In today’s rapidly changing world, life has become more hectic and stressful. Because “Stopping is falling behind,” people must constantly update and learn new things to avoid falling behind others, which negatively impacts mental health, leading to a psychological condition called FOMO. Actually, FOMO has not just appeared recently; rather, the environmental influences today have made FOMO more widespread, especially among Traders.
So, what is FOMO? How dangerous is it, and what are the solutions for Traders? vietnam-ustrade.org invites you to follow the article below to find out the answers.
What is FOMO?
FOMO (Fear Of Missing Out) is a form of social anxiety characterized by the fear of missing important information, losing great opportunities to others, or the fear of being left out, different from the crowd.
Therefore, people with FOMO are always obsessed with the idea that they might forget something because they are busy with one thing rather than another, they are the only ones not recognizing a “golden opportunity” right in front of them while others are rushing to seize it.
This urge often forces them to act quickly or even impulsively, leading to decisions driven by the crowd and a lack of rationality. Some studies show that FOMO is common among those aged 18-30, and men tend to be more susceptible than women, although the reasons are still unclear.
Signs of FOMO
FOMO manifests as habits and thoughts that often go unnoticed:
Frequently browsing social media to not miss hot news about current events, movies, showbiz… fearing that missing out makes them “backward” compared to friends; sometimes following trends without fully understanding them or when it’s not really necessary.
Specific evidence, such as during the Covid-19 pandemic, many rushed to buy instant noodles, toilet paper, rice, eggs… for stockpiling, even though they didn’t know why and didn’t need to buy them yet. But observing the frantic atmosphere and the mountain of goods being fought over, some will quickly imitate by grabbing several cartons of instant noodles, dozens of eggs, and several yens of rice.
Or the habit of scrolling through Facebook many times a day to catch hot news (even if these are unreliable sources or fabricated news), entertainment news, scandals, or trending topics…
In summary, FOMO makes us constantly update and follow trends just because we don’t want to miss out on the latest things.

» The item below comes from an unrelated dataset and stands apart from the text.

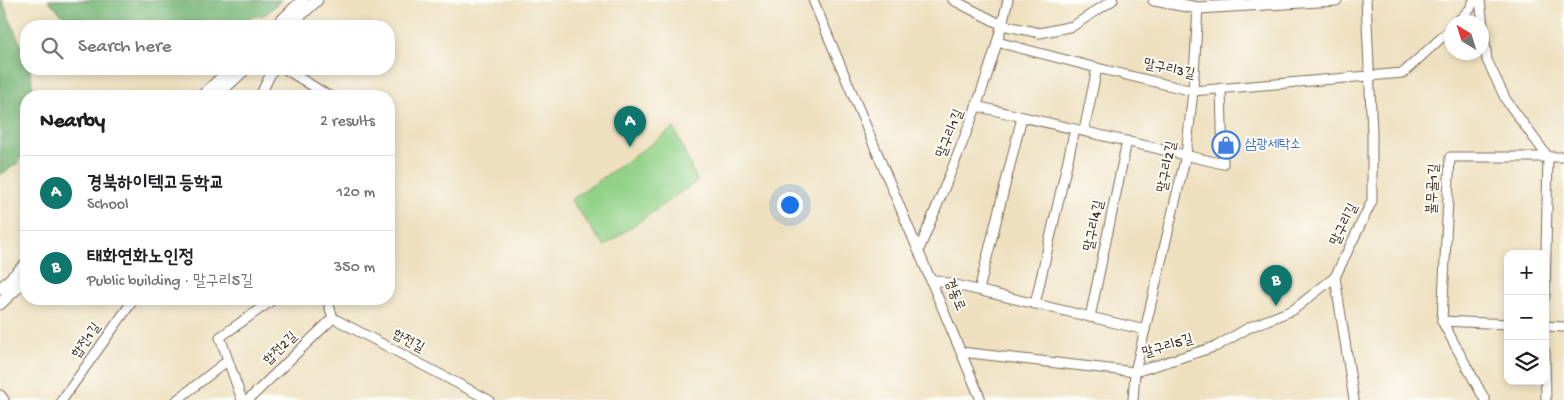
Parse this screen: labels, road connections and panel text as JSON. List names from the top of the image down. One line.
{"streets":{"street":["말구리3길","말구리1길","말구리2길","불무골1길","말구리길","말구리4길","경동로","합전1길","합전길","말구리5길","합전2길"]},"crossings":[["말구리3길","말구리1길"],["말구리3길","말구리2길"],["말구리3길","말구리길"],["말구리1길","경동로"],["말구리2길","말구리5길"],["말구리길","말구리5길"],["경동로","말구리5길"],["합전길","합전2길"]],"places":{"shop":["삼광세탁소"]},"north":"top left","page":{"search":"Search here","heading":["Nearby","2 results"],"pins":["A","B"],"list":[{"mark":"A","name":"경북하이텍고등학교","note":"School","value":"120 m"},{"mark":"B","name":"태화연화노인정","note":"Public building · 말구리5길","value":"350 m"}],"map_buttons":["+","−"]}}
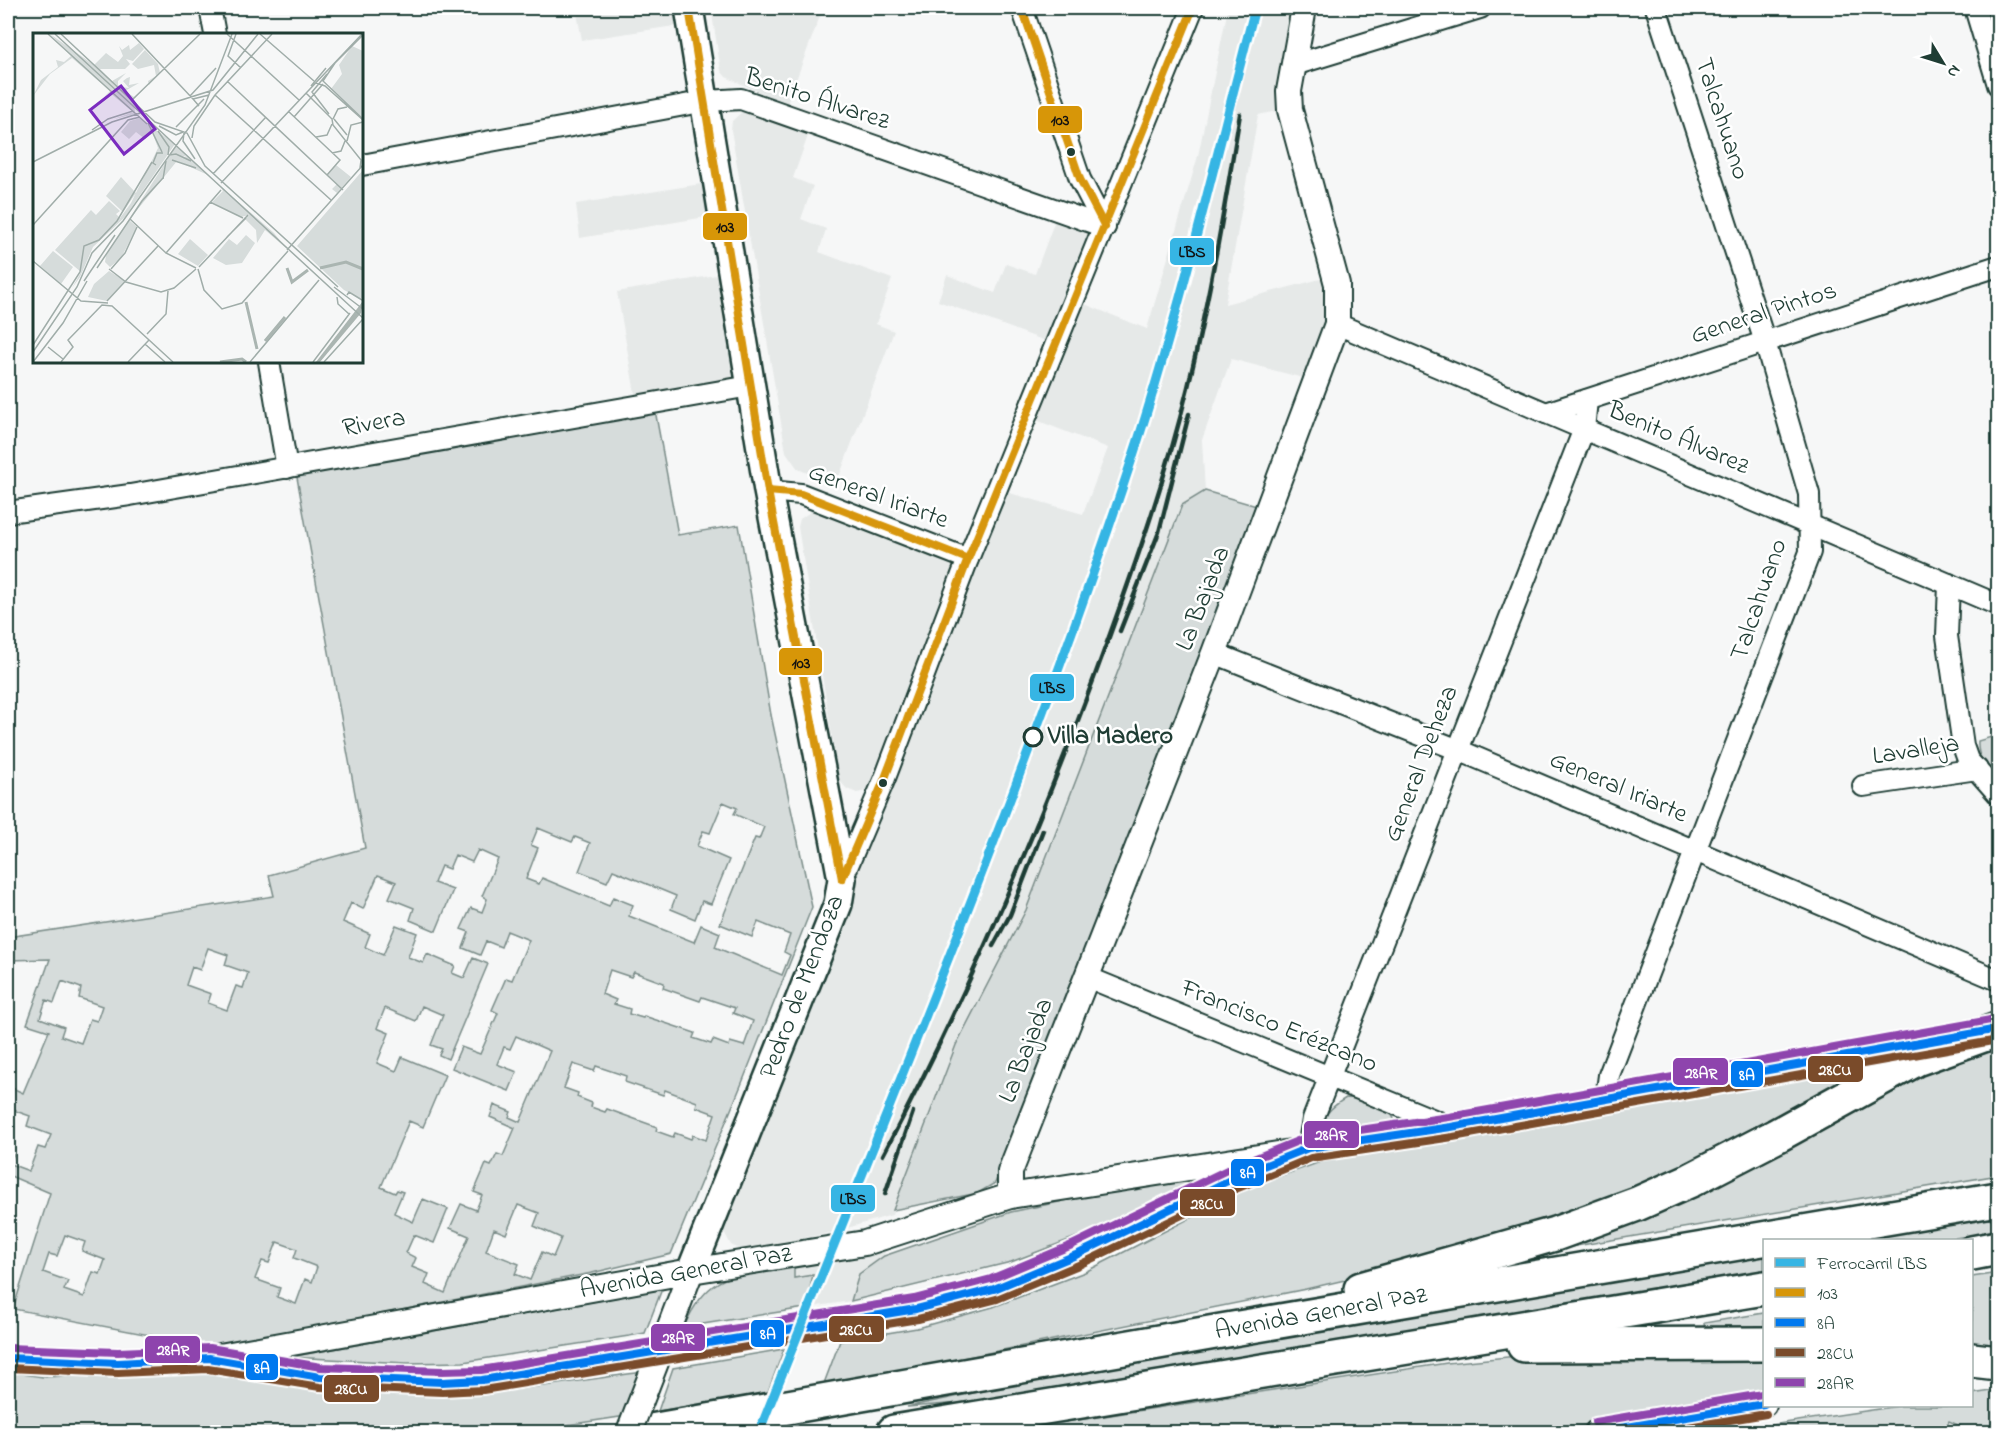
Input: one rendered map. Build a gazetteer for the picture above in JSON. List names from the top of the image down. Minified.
{"streets":{"highway":["Avenida General Paz"],"main road":["Pedro de Mendoza"],"street":["Benito Álvarez","Talcahuano","General Pintos","Rivera","General Iriarte","La Bajada","Lavalleja","General Deheza","Francisco Erézcano"]},"crossings":[["Benito Álvarez","Talcahuano"],["Benito Álvarez","General Pintos"],["Benito Álvarez","La Bajada"],["Benito Álvarez","General Deheza"],["Benito Álvarez","Pedro de Mendoza"],["Talcahuano","General Pintos"],["Talcahuano","General Iriarte"],["Talcahuano","Avenida General Paz"],["General Pintos","General Deheza"],["General Iriarte","La Bajada"],["General Iriarte","General Deheza"],["General Iriarte","Pedro de Mendoza"],["La Bajada","Francisco Erézcano"],["La Bajada","Avenida General Paz"],["General Deheza","Francisco Erézcano"],["General Deheza","Avenida General Paz"],["Pedro de Mendoza","Avenida General Paz"],["Francisco Erézcano","Avenida General Paz"]],"places":["Villa Madero"],"lines":["rail line LBS","transit line 103","transit line 28AR","transit line 8A","transit line 28CU"],"legend":["Ferrocarril LBS","103","8A","28CU","28AR"],"north":"bottom right"}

Based on traits that facilitate FOMO, traders are often in the “spotlight”:
Traders who experience daily psychological pressure and operate in a vibrant e-commerce environment where cryptocurrency prices fluctuate wildly. Some risks include:
- At Bitcoin exchanges, when Bitcoin prices rise rapidly, traders tend to buy in quickly, thinking other traders are also trying to buy, fearing to miss future coin opportunities. Exploiting this, large coin holders who can control the market will push Bitcoin prices up in a short period, causing smaller traders to buy heavily, further driving up the Bitcoin price, while the major traders simply cash out their holdings.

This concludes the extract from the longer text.